Three ways to make your employee training program more meaningful

Posted 1 year ago by GoCo

Training employees is a complex undertaking. First, a business must define the subjects and activities that need to covered. Then it’s time to figure out how to convey the material in a manner that will hold workers’ attention. And lastly, the company must overcome the many unforeseen practical obstacles that can emerge on the road to helping a group successfully learn a new skill.

Not every business manages to tick all the boxes. Here are three ways your company can ensure that workers walk away from training sessions with new knowledge, as well as a more positive view of their employer.

Get the basics right

The studies that have been done about employee training programs in recent years suggest implementation mistakes are common. One of the highest-profile reports was published in 2015 by communications technology firm West Corporation, which found that a third of full-time workers perceive the training provided to them as being ineffectual. As a result, businesses should carefully think about even the seemingly most obvious details and ensure that they reflect employee needs.

That starts with the training plan. Christo Popov, the founder of London-based consulting firm FastTrack, says that a company must clearly articulate the skills it wishes to instill in workers and how the task should be approached. This makes it easier to measure the effectiveness of training, which is essential for realizing a return on investment.
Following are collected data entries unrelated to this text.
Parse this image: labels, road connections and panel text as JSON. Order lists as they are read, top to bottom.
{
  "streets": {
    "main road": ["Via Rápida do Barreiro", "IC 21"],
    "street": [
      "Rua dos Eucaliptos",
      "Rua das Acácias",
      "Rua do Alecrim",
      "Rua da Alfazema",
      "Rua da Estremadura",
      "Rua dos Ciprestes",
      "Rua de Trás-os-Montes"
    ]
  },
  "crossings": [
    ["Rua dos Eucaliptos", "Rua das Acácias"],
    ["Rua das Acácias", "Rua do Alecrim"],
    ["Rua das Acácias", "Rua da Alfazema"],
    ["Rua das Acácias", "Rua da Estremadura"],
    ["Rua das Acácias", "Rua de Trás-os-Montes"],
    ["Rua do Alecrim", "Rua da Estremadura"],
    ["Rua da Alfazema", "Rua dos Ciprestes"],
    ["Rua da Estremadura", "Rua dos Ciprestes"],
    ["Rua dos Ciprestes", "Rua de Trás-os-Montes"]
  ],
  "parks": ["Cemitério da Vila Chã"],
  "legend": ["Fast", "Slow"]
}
Another seemingly obvious factor that can require extra consideration is the way orientation is delivered. One might expect that millennials, for example, would have a generally positive attitude towards digital training. But research by Activia Training shows that this is often not the case. The company found that just 15 percent of workers between the ages of 18 to 25 favor e-learning, while 55 percent prefer a more traditional classroom-type setting.

Taking advantage of the available tools

Given how difficult it can be to effectively implement a training program, businesses should take advantage of the tools available at their disposal for easing the task. There’s no shortage of options. In fact, the software industry has an entire category of products dedicated to automating employee learning initiatives.

They can be split into two main groups. The first consists of so-called “learning management systems” such as DigitalChalk, LearnUpon and Docebo. These platforms provide a central hub for everything from managing educational content to course delivery. Being able to handle everything in one place can be major a convenience for businesses such as retailers that have to train new personnel on a regular basis.

The second product group includes more specialized services that each focus on one particular niche. The most notable of the bunch is Kahoot. Originally built for K-12 students, the platform provides the ability to administer multi-choice quizzes via a gamified mobile app. It’s designed to let companies break up training sessions into bite-sized chunks and add a competitive element to the experience. When applied correctly, this combination can go a long way towards making it easier for workers internalize the material.

Going the extra mile

After a business finds the right training strategy, it doesn’t have to stop at merely teaching employees the core skills they require to do their jobs. Some companies are also mixing in other, more creative, learning opportunities to help personnel better apply those skills.

One emerging approach is to provide customer service training for back-office workers who don’t normally interact with buyers. The idea is that if an employee is more familiar with client needs and how they’re helping to fulfill them, they’ll view their responsibilities in a different light. This in turn can improve productivity. Personnel at a product testing facility, for example, might pay closer attention to details if their company can convincingly articulate what impact they make on the lives of consumers.

A concept with potentially even broader applications is resilience training. Companies are teaching employees how to cope with stress, failure and other work-related adversities, a practice that is proving to be tremendously beneficial. The American Heart Association recently surveyed 1,000 working adults who had participated in resilience training and found that 73 percent saw their quality of life improve. About half also reported to having more energy. This can make a big difference around the office, particularly when it comes to productivity.